Le 14 janvier 1536, le roi s'installe à Lyon avec le Conseil, la Cour et une
armée forte de 40 000 hommes. De là, il suivra les opérations. En quelques
semaines, la Bresse, le Bugey puis la Savoie sont envahis. Les Français
franchissent les Alpes et occupent le Piémont. Le malheureux duc Charles ne
tient plus que le comté de Nice. Début avril 1536, les troupes royales ont
fait leur entrée à Turin et sont aux portes du Milanais. Pourtant le roi donne
l'ordre de s'arrêter. Il ne souhaite pas passer pour l'agresseur dans un
conflit à l'issue incertaine. Mieux vaut obtenir le duché de Milan par la
négociation.
Charles Quint a
très mal pris l'invasion de la Savoie. Il y voit un affront personnel, car
Charles III est aussi son beau-frère par alliance. De passage à Rome, il
dresse, le 18 avril, un long réquisitoire contre le roi de France devant le
pape Paul III et exige le retrait immédiat des troupes françaises. Une
nouvelle guerre semble inéluctable. Pour l'éviter, l'Empereur propose de
rencontrer le roi en combat singulier, à l'épée ou au poignard ! Le 2 juin,
après quelques semaines de vaines discussions, l'ambassadeur impérial est
renvoyé de France. C'est la guerre.
Le 25 juillet, Charles Quint envahit la Provence sans rencontrer la moindre
résistance. Les Français ont eu recours à la tactique de la terre brûlée et
attendent l'ennemi dans la plaine du comtat Venaissin. L'Empereur n'ira pas
jusque-là. Si, le 10 août, à Aix, il se proclame roi d'Arles et comte de
Provence, un mois plus tard, il doit battre piteusement en retraite. Son armée
est vaincue par les terribles ennemis que sont la faim, la soif et la
dysenterie.
La campagne de 1537 ne modifie pas le rapport de forces. La guerre s'essouffle.
A la fin de l'année, les deux rivaux concluent une trêve de trois mois qui sera
prolongée. Pendant ce temps, François 1er installe des officiers royaux en Savoie
et en Piémont.

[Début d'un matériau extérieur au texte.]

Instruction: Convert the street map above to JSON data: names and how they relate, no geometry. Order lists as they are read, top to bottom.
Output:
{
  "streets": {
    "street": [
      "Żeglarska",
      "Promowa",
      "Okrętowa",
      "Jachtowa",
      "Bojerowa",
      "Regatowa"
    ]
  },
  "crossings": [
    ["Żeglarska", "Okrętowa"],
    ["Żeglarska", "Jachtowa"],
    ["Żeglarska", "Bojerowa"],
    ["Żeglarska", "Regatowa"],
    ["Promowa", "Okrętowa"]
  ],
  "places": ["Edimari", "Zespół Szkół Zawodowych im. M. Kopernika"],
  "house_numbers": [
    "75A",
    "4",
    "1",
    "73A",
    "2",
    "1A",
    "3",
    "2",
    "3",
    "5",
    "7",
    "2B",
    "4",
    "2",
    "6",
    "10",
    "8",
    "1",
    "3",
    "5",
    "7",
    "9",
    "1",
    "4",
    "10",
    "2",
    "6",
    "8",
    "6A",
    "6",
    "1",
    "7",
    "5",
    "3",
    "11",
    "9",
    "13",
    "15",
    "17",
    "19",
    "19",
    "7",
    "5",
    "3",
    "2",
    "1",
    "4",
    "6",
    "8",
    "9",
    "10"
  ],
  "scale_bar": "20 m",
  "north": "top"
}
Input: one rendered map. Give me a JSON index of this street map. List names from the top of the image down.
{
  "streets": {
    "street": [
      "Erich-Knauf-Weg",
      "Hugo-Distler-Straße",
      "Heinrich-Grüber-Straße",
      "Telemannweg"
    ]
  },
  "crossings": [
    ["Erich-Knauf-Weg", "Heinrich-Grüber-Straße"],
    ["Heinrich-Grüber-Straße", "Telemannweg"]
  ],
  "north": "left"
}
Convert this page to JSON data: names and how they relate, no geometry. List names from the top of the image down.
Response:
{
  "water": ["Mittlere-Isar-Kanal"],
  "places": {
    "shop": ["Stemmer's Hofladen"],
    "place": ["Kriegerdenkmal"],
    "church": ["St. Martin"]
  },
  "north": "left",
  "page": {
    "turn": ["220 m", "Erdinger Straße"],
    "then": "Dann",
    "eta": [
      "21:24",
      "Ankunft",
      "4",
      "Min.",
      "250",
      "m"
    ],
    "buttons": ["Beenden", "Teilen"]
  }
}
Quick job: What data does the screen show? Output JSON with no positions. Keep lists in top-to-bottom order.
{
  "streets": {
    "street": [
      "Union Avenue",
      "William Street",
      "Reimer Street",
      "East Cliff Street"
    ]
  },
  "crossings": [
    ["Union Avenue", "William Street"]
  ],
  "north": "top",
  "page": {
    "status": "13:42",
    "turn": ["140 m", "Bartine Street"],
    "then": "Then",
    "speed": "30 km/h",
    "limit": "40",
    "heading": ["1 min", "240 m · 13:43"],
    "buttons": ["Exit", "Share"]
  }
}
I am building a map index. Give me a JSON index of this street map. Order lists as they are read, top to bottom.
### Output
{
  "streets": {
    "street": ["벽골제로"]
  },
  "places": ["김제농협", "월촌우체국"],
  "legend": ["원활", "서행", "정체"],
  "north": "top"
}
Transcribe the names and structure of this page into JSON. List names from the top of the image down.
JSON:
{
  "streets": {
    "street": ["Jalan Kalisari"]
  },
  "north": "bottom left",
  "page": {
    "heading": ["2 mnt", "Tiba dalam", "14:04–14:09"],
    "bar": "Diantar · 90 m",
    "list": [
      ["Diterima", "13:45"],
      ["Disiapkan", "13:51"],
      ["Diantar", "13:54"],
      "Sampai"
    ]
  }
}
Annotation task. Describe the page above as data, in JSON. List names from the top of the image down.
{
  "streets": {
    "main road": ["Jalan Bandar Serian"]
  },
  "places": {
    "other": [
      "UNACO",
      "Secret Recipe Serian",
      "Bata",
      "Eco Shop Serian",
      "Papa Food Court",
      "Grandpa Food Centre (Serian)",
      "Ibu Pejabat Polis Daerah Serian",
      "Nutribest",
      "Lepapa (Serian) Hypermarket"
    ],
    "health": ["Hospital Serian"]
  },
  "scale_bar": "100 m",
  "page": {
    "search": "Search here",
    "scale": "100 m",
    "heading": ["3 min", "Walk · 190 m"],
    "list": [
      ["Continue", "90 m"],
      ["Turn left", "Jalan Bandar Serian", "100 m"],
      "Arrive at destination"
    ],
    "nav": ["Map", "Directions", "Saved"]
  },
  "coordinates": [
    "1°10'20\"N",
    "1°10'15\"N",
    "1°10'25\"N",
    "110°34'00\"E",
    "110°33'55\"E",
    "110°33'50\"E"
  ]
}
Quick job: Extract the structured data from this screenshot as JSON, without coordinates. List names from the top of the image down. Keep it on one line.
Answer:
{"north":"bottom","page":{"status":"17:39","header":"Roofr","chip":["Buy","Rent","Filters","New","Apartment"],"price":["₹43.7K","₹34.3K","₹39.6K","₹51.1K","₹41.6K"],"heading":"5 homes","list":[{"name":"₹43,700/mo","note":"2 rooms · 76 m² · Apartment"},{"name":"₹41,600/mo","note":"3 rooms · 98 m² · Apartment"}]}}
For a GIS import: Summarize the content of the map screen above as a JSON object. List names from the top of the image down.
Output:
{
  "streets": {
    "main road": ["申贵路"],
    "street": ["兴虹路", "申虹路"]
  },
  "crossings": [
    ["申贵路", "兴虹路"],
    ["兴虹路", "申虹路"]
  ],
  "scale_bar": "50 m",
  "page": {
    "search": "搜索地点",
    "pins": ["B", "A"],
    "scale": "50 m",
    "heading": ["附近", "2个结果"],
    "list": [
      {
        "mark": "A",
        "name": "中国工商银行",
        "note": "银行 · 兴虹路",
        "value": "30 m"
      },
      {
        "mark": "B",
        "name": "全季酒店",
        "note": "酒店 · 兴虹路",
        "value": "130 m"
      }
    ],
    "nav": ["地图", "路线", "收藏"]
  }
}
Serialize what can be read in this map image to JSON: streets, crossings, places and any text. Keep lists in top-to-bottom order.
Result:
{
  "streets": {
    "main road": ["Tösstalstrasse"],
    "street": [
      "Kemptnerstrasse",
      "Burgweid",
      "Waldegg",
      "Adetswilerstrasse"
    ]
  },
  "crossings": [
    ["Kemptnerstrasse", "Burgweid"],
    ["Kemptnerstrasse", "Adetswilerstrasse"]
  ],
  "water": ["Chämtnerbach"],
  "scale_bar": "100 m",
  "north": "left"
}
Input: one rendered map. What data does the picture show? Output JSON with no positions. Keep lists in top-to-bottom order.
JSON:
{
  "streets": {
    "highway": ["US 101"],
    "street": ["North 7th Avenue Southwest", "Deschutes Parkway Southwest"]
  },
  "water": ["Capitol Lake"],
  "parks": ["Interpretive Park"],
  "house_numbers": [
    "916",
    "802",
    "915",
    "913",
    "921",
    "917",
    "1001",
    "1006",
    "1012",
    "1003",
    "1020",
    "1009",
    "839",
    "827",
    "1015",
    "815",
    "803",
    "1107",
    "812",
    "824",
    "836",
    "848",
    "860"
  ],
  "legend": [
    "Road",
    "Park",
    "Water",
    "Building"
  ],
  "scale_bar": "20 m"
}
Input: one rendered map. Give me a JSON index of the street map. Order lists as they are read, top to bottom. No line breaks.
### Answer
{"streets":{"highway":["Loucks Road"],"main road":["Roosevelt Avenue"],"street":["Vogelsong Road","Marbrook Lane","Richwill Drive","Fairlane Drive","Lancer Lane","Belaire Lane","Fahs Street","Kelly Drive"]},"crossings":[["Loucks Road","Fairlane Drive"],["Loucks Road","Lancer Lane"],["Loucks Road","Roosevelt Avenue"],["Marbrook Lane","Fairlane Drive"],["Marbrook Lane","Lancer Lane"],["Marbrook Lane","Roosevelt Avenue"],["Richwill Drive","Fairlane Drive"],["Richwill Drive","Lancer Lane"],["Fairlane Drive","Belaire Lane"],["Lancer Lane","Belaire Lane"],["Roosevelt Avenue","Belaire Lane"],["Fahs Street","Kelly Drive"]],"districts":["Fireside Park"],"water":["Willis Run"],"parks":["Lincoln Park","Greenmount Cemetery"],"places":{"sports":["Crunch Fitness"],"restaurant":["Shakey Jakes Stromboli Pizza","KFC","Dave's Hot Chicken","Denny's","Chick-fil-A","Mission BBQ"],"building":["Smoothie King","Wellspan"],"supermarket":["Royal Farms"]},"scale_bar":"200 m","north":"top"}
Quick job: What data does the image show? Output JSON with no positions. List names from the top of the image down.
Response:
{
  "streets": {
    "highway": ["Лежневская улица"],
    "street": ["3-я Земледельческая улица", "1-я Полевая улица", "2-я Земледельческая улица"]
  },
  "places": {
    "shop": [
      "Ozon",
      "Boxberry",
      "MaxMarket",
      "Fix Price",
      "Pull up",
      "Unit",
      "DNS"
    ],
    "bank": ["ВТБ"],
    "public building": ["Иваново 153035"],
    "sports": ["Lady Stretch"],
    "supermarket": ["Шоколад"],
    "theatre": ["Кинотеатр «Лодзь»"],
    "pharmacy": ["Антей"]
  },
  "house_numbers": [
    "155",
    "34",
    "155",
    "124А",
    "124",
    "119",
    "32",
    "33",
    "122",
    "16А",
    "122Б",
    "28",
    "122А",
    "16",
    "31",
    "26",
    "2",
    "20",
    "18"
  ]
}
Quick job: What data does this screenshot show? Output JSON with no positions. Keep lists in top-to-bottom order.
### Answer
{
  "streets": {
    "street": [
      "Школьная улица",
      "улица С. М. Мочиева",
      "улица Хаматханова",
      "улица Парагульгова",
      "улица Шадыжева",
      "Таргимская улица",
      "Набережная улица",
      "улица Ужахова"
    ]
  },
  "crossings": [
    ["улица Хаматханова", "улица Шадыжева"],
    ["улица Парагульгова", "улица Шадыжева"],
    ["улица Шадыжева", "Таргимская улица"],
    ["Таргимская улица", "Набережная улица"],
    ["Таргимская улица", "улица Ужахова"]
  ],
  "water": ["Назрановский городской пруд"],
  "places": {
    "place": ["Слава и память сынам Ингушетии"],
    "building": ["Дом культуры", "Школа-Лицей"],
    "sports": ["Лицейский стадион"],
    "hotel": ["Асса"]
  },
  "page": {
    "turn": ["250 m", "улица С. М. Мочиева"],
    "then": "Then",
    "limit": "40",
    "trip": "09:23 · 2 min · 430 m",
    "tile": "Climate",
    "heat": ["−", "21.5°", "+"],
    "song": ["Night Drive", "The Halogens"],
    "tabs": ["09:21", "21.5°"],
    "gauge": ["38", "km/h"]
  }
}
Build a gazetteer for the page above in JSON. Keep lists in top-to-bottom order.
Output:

L'occupation prend toutes les allures d'une annexion.
Le pape Paul III
plaide pour la paix et prend l'initiative de réunir à Nice, en juin 1538, le
roi et l'empereur. Le duc Charles de Savoie a refusé de prêter son château
pour la rencontre, car c'est sa dernière place forte. Le pape s'installe au
couvent de Sainte-Croix. Le roi et la reine Éléonore, la soeur de Charles Quint
qu'il a épousée huit ans plus tôt, résident au château de Villeneuve. L'empereur
a préféré rester à bord de sa galère.
Les deux beaux-frères, qui ne se sont pas revus depuis la captivité de
François 1er, à la suite de la défaite de Pavie, douze ans plus tôt, refusent
de se rencontrer. Le pape va de l'un à l'autre, jouant les intermédiaires. On
aboutit cependant à un compromis. Le roi garde la Bresse, le Bugey, la Savoie
et les deux tiers du Piémont, le dernier tiers revient à l'Empereur qui
conserve le Milanais. L'accord se matérialise le 18 juin, non par un traité de
paix, mais par une trêve de dix ans. Le pape espère que "durant
ledit temps, les inimitiés enracinées dedans leurs coeurs se pourraient
mitiger finalement".
Quelques jours plus tard, Charles Quint propose une rencontre au sommet,
celle-là même qu'il a obstinément refusée. Le 14 juillet, à Aigues Mortes,
les deux souverains s'embrassent, fraternisent, échangent collier de la Toison
d'or contre ordre de Saint Michel. Sont-ils sincères ou se jouent-ils la
comédie de l'amitié? En tout cas, cette réconciliation se fait sur le dos du
malheureux Charles III, grand oublié des accords de Nice. La Maison de Savoie
ne se verra restituer ses domaines qu'en 1559, par le traité du
Cateau-Cambrésis.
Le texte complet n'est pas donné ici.